WINNIPEG: The Justice Centre is in the Manitoba Court of Queen’s Bench (virtually) in Winnipeg February 9, 2021, arguing that the unprecedented and broad delegation of the government’s lawmaking power to a single medical officer is unconstitutional.
The Justice Centre has, so far, filed constitutional challenges to the lockdowns in British Columbia, Alberta and Manitoba.
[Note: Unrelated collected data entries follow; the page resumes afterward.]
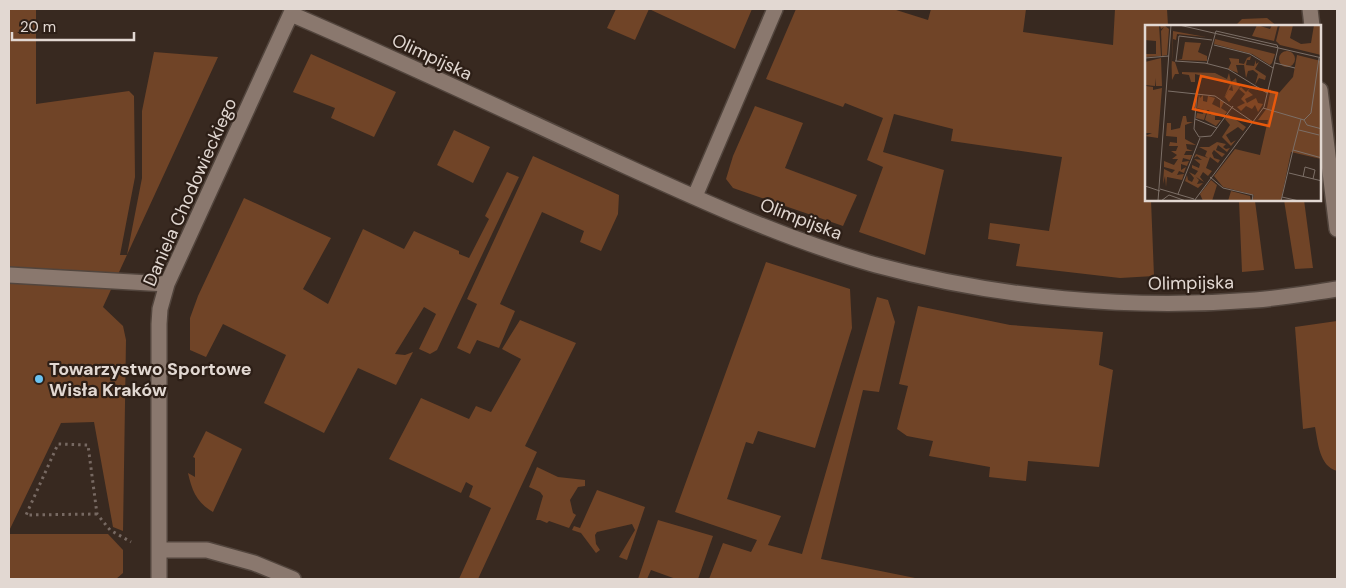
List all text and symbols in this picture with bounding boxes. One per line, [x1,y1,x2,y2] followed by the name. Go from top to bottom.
[12,10,135,42] scale bar
[20,17,56,37] text: 20 m
[1145,25,1321,201] inset map
[388,28,476,86] street label: Olimpijska
[138,94,242,290] street label: Daniela Chodowieckiego
[757,192,845,246] street label: Olimpijska
[1148,270,1234,296] street label: Olimpijska
[49,357,252,402] place label: Towarzystwo Sportowe Wisła Kraków
[33,373,45,385] marker: Towarzystwo Sportowe Wisła Kraków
The Manitoba case, filed December 9, 2020, has been divided into two hearings on two separate issues.
On Tuesday, February 9, and possibly continuing on Wednesday, Chief Justice Joyal of the Manitoba Court of Queen’s Bench will hear a challenge to the constitutionality of the section of the Public Health Act which delegates broad authority to Chief Provincial Health Officer, Dr. Brent Roussin, to make Public Health Orders. The Justice Centre will argue that the transfer of such broad lawmaking power to one person is unconstitutional because it violates the constitutional principles of democracy, the rule of law, and the separation of powers.
The Justice Centre is representing seven churches, a minister, a deacon, and an individual fined for peacefully exercising his Charter rights to associate and to express himself at a rally in Steinbach, Manitoba. Members of the faith communities bringing the lawsuit say they have suffered from the infringement of their constitutional rights to worship, gather and fellowship, and that these infringements have given rise to loneliness, a crisis of conscience and harm to their mental and spiritual well-being due to the prohibitions on in-person worship which have persisted since mid-November, 2020. The Manitoba government permits many people to gather in big box stores, and in smaller numbers in liquor stores, while places of worship must remain closed entirely.
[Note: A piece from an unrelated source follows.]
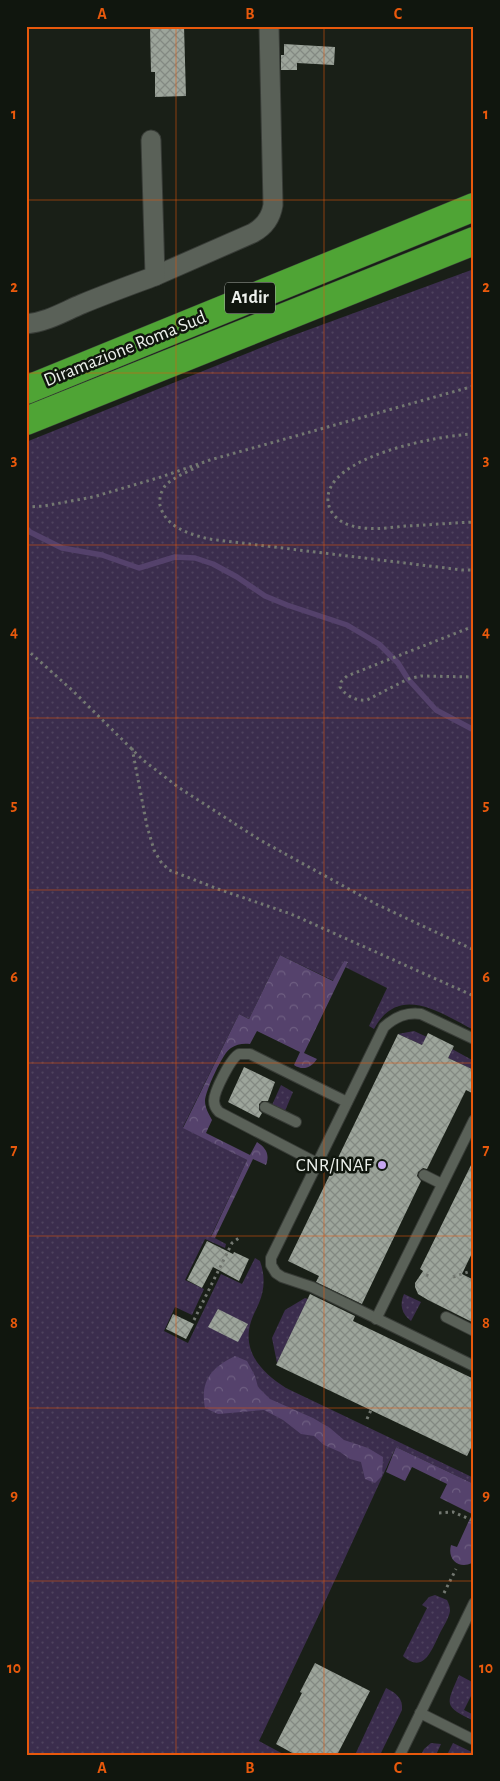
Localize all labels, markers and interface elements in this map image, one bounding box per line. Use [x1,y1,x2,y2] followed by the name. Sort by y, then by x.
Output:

The Justice Centre will argue that giving Dr. Roussin unilateral power to make laws of broad and general application (i.e. the Public Health Orders) is unconstitutional because there is insufficient oversight and limits to his power, and the democratically-elected representatives of Manitobans have no role in reviewing, debating or amending the Orders. The Applicants are asking the court to strike down the Orders and section 67 of The Public Health Act, the legislation which authorizes the Orders.
“While the province can delegate authority on a limited and narrow basis, the broad grant of nearly unlimited power to Dr. Roussin is unconstitutional,” states John Carpay, president of the Justice Centre. “Manitobans have essentially been living under a medical dictatorship over much of the last year, and it is time that the courts weigh in on this unprecedented experiment on the populace.”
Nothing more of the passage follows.